The GDELT Project

Behind The Scenes: A Look At 16 Years Of Advertising Density On Television News

We are tremendously excited to announce today the completion of our analysis of captioning mode information across the totality of the TV News Archive, allowing us to definitively catalog the totality of advertising airtime across television news on the captioned channels in order to exclude it from the forthcoming new Television News Explorer. In total, we analyzed 1.76 million broadcasts totaling 6.2 billion seconds (103.8M min / 1.73M hours) of airtime over 16 years of airtime containing 2.6 billion lines of captioning, 12.16 billion words and 67.6 billion characters. Given that typically a majority of advertisements are not captioned, in total 5.2 billion seconds (82.8%) of that airtime contained at least one word of captioning, of which 76.9% was programming. The average word was 5.55 characters long, the average captioning line held 25.9 characters across 4.66 words. The average second of captioned airtime contained 12.9 characters representing 2.3 words. For scholars of television advertising, there were over 431.8 million seconds of confirmed captioned advertisements and as much as 1.44 billion seconds of likely advertising airtime representing perhaps one of the largest archives in the world of television advertising in the United States spanning the past decade and a half.
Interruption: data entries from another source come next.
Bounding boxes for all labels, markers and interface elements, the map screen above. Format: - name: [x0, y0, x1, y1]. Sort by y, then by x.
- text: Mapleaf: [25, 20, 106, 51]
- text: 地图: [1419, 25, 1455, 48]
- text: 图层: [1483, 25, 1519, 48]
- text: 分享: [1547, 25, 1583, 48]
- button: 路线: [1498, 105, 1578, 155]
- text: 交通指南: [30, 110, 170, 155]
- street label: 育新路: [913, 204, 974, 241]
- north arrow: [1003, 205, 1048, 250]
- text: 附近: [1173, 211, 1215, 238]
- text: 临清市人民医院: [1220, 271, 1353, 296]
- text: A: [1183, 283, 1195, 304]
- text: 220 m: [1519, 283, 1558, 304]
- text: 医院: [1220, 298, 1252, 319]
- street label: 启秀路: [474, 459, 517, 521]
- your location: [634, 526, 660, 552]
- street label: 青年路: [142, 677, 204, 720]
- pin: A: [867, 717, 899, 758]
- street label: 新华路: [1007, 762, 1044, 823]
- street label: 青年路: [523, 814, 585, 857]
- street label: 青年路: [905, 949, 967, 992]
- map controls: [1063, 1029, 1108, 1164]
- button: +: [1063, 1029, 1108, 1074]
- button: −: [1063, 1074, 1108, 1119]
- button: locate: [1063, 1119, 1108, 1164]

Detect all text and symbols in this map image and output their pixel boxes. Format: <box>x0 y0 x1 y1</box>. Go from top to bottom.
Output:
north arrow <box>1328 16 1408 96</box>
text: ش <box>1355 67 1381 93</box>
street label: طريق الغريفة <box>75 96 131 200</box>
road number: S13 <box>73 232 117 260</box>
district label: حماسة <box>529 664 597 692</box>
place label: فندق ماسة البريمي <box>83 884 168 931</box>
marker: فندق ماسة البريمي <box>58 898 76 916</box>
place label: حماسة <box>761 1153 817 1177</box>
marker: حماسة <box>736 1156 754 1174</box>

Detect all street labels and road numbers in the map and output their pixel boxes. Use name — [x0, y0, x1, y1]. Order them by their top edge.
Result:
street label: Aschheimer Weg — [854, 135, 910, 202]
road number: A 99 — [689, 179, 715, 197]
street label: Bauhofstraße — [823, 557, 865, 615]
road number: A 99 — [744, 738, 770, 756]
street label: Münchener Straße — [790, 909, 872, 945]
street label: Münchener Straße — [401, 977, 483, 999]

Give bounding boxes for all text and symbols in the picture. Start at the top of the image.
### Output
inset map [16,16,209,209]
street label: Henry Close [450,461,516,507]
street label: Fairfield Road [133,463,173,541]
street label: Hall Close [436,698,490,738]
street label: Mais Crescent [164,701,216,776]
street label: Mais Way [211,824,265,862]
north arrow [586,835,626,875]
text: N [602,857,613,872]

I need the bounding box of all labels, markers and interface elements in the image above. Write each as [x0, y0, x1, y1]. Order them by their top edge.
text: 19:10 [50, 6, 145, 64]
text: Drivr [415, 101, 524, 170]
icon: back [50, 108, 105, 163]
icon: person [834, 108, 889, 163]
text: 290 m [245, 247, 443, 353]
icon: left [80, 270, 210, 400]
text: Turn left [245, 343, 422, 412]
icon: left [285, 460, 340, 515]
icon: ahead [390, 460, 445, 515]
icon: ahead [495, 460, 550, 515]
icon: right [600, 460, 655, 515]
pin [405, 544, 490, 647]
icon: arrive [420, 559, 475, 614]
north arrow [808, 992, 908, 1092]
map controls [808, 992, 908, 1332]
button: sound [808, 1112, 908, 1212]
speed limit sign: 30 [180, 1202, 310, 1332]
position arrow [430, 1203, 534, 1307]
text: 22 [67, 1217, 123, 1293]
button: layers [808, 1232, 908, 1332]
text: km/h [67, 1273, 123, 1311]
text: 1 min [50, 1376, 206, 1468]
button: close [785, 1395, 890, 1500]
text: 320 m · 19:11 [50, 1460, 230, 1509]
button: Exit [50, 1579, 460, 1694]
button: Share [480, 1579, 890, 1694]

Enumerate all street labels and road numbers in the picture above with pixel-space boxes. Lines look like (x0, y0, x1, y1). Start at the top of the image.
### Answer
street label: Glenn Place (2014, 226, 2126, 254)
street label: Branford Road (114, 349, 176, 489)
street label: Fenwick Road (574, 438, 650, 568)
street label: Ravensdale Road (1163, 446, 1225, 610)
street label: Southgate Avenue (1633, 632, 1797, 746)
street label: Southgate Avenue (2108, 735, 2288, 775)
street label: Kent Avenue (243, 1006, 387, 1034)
In all, 66 channels contained measurable captioning, with an average of 70.3% and median of 72% of their airtime devoted to programming. You can see the by-channel breakdown sorted by program density below.

We can even plot individual channels over time. Below are the program densities for CNN, MSNBC and Fox News from 2009 through present. It is unclear why Fox's programming airtime density decreased sharply in 2012-2013 before rebounding or why CNN's density has climbed sharply in the last two years. Overall the three channels closely track one another, with MSNBC a slight outlier in having less advertising airtime according to captioning mode information. Further research will be required to better understand these findings.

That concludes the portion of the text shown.